_TASK DIRECTIONS_
A single number is the answer here: how many lines of the entries contain "size"?

**** DATA SHOWN ****

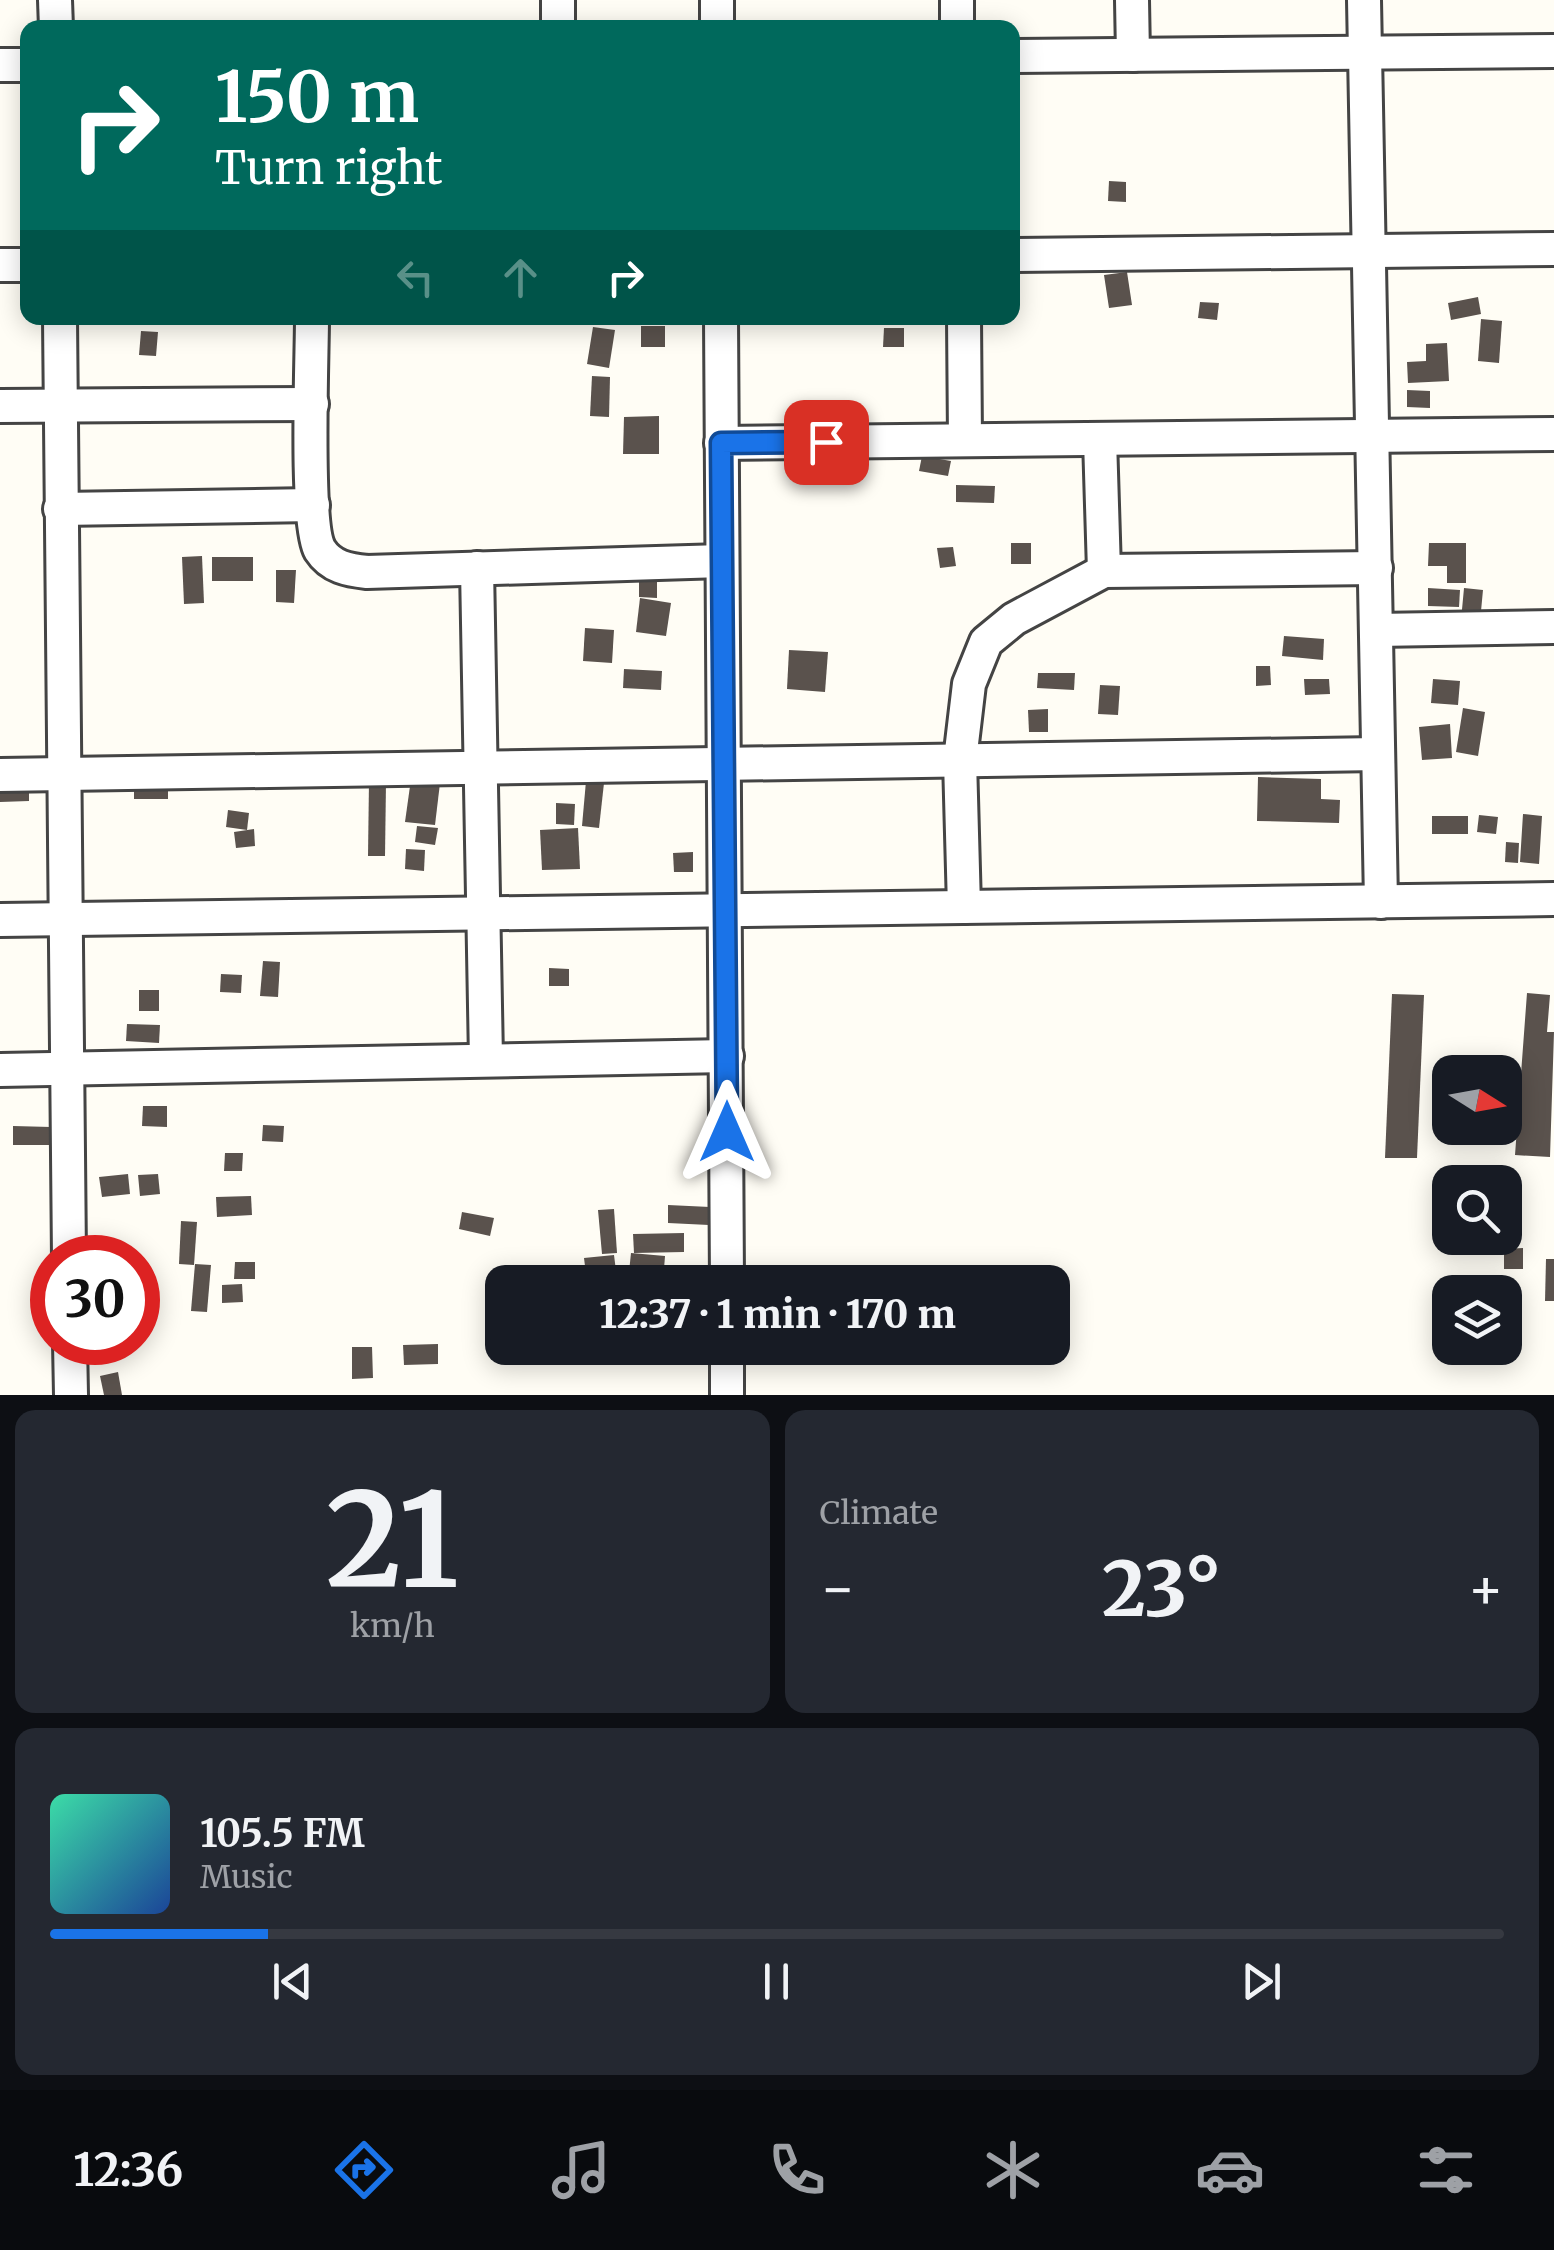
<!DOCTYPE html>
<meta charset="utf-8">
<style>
:root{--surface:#171b24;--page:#242831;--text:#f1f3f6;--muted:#9ea1a6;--line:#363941;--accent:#1a73e8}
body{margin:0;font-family:Merriweather,serif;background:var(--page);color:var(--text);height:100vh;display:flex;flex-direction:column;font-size:38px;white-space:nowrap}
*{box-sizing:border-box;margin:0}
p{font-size:32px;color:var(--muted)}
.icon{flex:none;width:55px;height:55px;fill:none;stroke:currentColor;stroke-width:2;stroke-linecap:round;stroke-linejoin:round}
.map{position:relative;height:1395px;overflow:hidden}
.details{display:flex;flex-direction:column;gap:15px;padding:15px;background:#0d0f14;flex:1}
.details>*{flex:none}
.top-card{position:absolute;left:20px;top:20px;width:1000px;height:305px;border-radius:20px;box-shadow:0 5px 25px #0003;background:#00695c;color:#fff;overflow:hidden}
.needle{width:65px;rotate:101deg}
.buttons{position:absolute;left:1432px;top:1055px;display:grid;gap:20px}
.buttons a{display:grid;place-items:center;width:90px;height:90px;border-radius:20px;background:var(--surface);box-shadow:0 5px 25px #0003;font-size:50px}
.speed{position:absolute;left:30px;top:1235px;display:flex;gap:20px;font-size:50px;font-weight:700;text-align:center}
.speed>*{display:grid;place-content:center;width:130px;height:130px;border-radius:50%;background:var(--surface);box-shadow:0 5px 25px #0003;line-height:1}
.speed .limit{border:15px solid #d22;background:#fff;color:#111}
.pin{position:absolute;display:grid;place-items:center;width:85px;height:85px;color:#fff;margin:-42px;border-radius:20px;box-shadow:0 5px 15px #0006}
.me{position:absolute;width:110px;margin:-55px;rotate:0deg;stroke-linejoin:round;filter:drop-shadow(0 0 8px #0008)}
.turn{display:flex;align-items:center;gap:35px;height:210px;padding:0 30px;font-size:45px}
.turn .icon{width:130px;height:130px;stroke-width:2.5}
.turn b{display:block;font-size:70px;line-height:85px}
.lanes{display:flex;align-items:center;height:95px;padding:0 30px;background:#0003;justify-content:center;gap:50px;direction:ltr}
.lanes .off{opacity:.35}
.big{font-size:75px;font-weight:800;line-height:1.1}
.details .widget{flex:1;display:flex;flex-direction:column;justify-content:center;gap:15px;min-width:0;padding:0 35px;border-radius:20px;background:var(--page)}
.details .dial{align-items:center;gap:0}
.dial b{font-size:130px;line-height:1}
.song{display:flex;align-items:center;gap:30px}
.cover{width:120px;height:120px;border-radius:15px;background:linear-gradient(135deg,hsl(160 70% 55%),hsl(220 70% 35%))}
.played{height:10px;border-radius:5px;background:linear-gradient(90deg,var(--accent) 15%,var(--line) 15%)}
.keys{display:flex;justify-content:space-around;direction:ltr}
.heat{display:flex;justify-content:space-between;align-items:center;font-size:55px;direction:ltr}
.details .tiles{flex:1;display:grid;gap:15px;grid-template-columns:1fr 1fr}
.widget:last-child{grid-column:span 2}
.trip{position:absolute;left:485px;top:1265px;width:585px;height:100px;border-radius:20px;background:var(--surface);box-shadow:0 5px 25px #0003;font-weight:800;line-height:100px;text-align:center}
.dock{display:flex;height:160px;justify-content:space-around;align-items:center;background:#090b0e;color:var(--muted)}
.dock .icon{width:70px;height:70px}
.dock .selected{color:var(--accent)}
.dock b{font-size:45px;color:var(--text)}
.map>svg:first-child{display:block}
</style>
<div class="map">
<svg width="1554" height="1395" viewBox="0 0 1554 1395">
<rect width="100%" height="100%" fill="#fffdf5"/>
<g fill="#5a524d">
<path d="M 1109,181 L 1126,182 L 1126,202 L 1108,201 Z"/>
<path d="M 1127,272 L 1132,305 L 1109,308 L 1104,275 Z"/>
<path d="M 1478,297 L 1481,314 L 1451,320 L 1448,303 Z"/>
<path d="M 1200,302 L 1219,303 L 1217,320 L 1198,318 Z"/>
<path d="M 1481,319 L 1502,321 L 1499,363 L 1478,361 Z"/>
<rect x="641" y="326" width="24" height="21"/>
<path d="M 593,327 L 615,330 L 609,368 L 587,364 Z"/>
<path d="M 884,328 L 904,328 L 904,347 L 883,347 Z"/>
<path d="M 141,331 L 158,332 L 156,356 L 139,355 Z"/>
<path d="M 1447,343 L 1449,381 L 1408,383 L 1407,362 L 1426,361 L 1426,344 Z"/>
<path d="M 592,376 L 610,377 L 609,417 L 590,416 Z"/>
<path d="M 1407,390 L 1430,391 L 1430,408 L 1407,407 Z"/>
<path d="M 659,416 L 659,454 L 623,454 L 624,417 Z"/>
<path d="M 922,456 L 951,461 L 948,476 L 919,471 Z"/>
<path d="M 956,485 L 995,486 L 994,503 L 956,502 Z"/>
<rect x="1011" y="543" width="20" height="21"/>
<path d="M 1429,543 L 1466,543 L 1466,583 L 1447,583 L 1447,566 L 1428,566 Z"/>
<path d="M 953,547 L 956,566 L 940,568 L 937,548 Z"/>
<path d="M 202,556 L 204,603 L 184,604 L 182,557 Z"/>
<rect x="212" y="557" width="41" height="24"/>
<path d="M 276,570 L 296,570 L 294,603 L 276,602 Z"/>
<path d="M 639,580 L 657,580 L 657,598 L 639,597 Z"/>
<path d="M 1428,588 L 1460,590 L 1459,607 L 1428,606 Z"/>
<path d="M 1464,588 L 1483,590 L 1479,632 L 1460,631 Z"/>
<path d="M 640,598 L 671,603 L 666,636 L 636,632 Z"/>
<path d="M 585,628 L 614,630 L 612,663 L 583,661 Z"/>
<path d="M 1284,636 L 1324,639 L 1323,660 L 1282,656 Z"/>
<path d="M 789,650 L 828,652 L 825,692 L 787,689 Z"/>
<path d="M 1256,666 L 1270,666 L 1271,685 L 1256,686 Z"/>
<path d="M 624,669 L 662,671 L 661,690 L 623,688 Z"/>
<path d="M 1038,673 L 1075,673 L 1074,690 L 1037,688 Z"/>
<path d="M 1304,679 L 1329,679 L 1330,694 L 1305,695 Z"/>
<path d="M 1433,679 L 1460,681 L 1458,705 L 1431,703 Z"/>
<path d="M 1100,685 L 1120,686 L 1118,715 L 1098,714 Z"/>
<path d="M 1463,708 L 1485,712 L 1478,756 L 1456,752 Z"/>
<path d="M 1048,709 L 1048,732 L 1029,732 L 1028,710 Z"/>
<path d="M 1450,724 L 1452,758 L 1422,760 L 1419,727 Z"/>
<path d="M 1258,777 L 1321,779 L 1321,799 L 1340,800 L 1339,823 L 1257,821 Z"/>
<path d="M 411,779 L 440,783 L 435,825 L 405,822 Z"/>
<rect x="134" y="780" width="34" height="19"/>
<path d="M 369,781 L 386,782 L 385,856 L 368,856 Z"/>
<path d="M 586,781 L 604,783 L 599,828 L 582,826 Z"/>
<path d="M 29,785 L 29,801 L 0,802 L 0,786 Z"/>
<path d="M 556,803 L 575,804 L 574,825 L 556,824 Z"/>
<path d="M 228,810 L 249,813 L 247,830 L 226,827 Z"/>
<path d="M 1523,814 L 1542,816 L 1539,864 L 1520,862 Z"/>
<path d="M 1479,815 L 1498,817 L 1496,834 L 1477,832 Z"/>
<rect x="1432" y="816" width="36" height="18"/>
<path d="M 417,826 L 438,828 L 435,845 L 415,842 Z"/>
<path d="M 578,828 L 580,869 L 542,870 L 540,830 Z"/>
<path d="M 254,829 L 255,846 L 236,848 L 234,832 Z"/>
<path d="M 1506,842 L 1519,843 L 1518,863 L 1505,862 Z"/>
<path d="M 406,849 L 425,850 L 424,871 L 405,869 Z"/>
<path d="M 693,852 L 693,872 L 674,872 L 673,853 Z"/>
<path d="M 263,961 L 280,962 L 278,997 L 260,996 Z"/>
<path d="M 549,968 L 569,969 L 569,986 L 549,986 Z"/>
<path d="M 221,974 L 242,975 L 241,993 L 220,992 Z"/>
<rect x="139" y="990" width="20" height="21"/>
<path d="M 1527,993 L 1550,995 L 1547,1032 L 1554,1032 L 1550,1157 L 1515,1155 Z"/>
<path d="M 1392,994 L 1424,995 L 1417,1158 L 1385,1158 Z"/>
<path d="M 127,1024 L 160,1025 L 159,1043 L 126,1041 Z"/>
<path d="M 143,1106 L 167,1106 L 167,1127 L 142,1126 Z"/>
<path d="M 263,1125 L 284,1126 L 283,1142 L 262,1141 Z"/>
<path d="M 13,1126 L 51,1127 L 51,1145 L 13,1145 Z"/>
<path d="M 225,1153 L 243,1153 L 242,1171 L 224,1171 Z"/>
<path d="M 128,1174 L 130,1194 L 102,1197 L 99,1177 Z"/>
<path d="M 158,1174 L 160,1194 L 140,1196 L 138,1175 Z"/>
<path d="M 251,1196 L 252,1215 L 217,1217 L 216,1197 Z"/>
<path d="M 668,1205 L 710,1207 L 709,1225 L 668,1223 Z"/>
<path d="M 614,1209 L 617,1253 L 602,1254 L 598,1210 Z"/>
<path d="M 462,1212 L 494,1218 L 490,1236 L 459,1229 Z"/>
<path d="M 181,1221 L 197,1222 L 194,1265 L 179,1264 Z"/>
<path d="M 684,1233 L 684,1252 L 634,1253 L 633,1234 Z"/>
<path d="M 1523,1248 L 1523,1269 L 1504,1269 L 1504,1249 Z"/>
<path d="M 631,1253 L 665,1256 L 663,1282 L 628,1282 Z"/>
<path d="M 614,1255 L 616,1271 L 586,1274 L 584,1258 Z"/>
<path d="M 1546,1259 L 1554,1259 L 1554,1301 L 1545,1301 Z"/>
<path d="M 235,1262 L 255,1262 L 255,1279 L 234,1279 Z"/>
<path d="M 195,1264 L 211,1265 L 207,1312 L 191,1311 Z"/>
<path d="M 564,1265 L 565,1281 L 544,1282 L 542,1266 Z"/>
<path d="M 242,1284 L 243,1302 L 222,1303 L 222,1285 Z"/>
<path d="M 438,1344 L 438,1364 L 404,1365 L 403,1345 Z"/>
<path d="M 352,1347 L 372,1347 L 373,1378 L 352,1379 Z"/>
<path d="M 862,1348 L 911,1348 L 911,1349 L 864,1359 Z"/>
<path d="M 118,1372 L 122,1395 L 104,1395 L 100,1376 Z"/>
</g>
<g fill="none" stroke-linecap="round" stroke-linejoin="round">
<defs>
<g id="street">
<path d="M 55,0 L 56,28"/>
<path d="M 558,0 L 558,28"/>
<path d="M 717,0 L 717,28"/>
<path d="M 957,0 L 957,28"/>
<path d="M 1132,0 L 1133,55"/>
<path d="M 1364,0 L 1381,902"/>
<path d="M 1012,56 L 1554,51"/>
<path d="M 0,65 L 28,65"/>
<path d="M 1012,255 L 1554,249"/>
<path d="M 0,265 L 28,265"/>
<path d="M 60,318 L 69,1258"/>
<path d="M 312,318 C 312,357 305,525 320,550 C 331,567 348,570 367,572 L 722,561"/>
<path d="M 721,318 L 727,1282"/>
<path d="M 964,318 L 965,440"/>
<path d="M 0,406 L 312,404"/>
<path d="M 1100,439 L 1104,571"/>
<path d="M 721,443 L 1554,434"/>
<path d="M 60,509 L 313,505"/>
<path d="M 477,568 L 486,1060"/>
<path d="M 1376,630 L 1554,627"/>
<path d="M 0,775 L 1378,754"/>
<path d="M 964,907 L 960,760 L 969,684 L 986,642 L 1014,619 L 1104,571 L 1376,568"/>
<path d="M 0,920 L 1554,899"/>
<path d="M 0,1070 L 727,1056"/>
<path d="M 70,1342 L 71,1395"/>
<path d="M 727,1395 L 727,1348"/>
</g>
</defs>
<use href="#street" stroke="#444" stroke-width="38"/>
<use href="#street" stroke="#fff" stroke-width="32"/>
</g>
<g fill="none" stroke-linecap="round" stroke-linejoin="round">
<defs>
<path id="route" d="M 727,1132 L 721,443 L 826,442"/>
</defs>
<use href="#route" stroke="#114b97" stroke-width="25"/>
<use href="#route" stroke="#1a73e8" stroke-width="18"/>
</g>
</svg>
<div class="buttons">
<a><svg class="needle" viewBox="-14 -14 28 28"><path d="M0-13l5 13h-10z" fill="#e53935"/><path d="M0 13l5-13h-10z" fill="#9ea1a6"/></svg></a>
<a><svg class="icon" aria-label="search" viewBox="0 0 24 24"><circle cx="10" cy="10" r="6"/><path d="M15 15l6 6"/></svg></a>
<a><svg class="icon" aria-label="layers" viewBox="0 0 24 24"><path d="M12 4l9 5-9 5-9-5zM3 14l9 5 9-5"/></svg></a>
</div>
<div class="speed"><div class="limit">30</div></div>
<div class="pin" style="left:826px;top:442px;background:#d93025"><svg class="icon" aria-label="arrive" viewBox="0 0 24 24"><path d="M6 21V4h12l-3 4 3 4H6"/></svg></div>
<svg class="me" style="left:727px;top:1132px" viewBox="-20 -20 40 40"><path d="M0-17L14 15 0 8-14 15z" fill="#1a73e8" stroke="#fff" stroke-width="4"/></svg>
<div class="trip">12:37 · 1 min · 170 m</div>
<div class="top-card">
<div class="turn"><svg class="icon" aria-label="right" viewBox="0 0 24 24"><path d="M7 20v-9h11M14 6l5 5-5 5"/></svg><div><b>150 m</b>Turn right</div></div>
<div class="lanes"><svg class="icon off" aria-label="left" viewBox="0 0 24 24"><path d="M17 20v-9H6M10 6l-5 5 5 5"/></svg><svg class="icon off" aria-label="ahead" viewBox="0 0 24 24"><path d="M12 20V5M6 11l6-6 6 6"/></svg><svg class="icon" aria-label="right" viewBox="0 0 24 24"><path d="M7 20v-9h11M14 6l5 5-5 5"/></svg></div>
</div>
</div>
<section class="details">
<div class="tiles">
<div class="widget dial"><b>21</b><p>km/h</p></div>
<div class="widget"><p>Climate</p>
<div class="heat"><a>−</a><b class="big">23°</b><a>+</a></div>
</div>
<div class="widget">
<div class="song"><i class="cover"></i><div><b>105.5 FM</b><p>Music</p></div></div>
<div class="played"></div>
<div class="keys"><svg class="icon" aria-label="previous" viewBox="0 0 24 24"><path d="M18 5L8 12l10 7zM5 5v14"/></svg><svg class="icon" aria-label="pause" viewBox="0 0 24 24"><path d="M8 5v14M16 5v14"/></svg><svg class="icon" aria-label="next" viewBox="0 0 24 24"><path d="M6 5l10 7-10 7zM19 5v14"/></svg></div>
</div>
</div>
</section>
<nav class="dock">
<b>12:36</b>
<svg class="icon selected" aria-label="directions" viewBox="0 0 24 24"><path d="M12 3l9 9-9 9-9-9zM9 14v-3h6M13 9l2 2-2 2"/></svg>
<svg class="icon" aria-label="music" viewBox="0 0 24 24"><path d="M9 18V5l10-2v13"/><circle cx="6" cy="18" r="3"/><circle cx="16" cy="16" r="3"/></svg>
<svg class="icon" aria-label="phone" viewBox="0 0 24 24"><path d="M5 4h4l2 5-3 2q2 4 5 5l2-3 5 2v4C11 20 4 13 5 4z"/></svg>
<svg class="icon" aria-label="climate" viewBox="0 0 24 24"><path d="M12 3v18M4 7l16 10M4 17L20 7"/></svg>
<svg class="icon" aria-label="car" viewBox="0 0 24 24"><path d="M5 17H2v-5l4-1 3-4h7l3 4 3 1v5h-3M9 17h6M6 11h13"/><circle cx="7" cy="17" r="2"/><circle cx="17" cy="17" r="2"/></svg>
<svg class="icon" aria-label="filters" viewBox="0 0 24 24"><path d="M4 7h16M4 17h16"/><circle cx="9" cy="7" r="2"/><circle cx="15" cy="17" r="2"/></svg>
</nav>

****

_RESULT OF THIS TASK_
10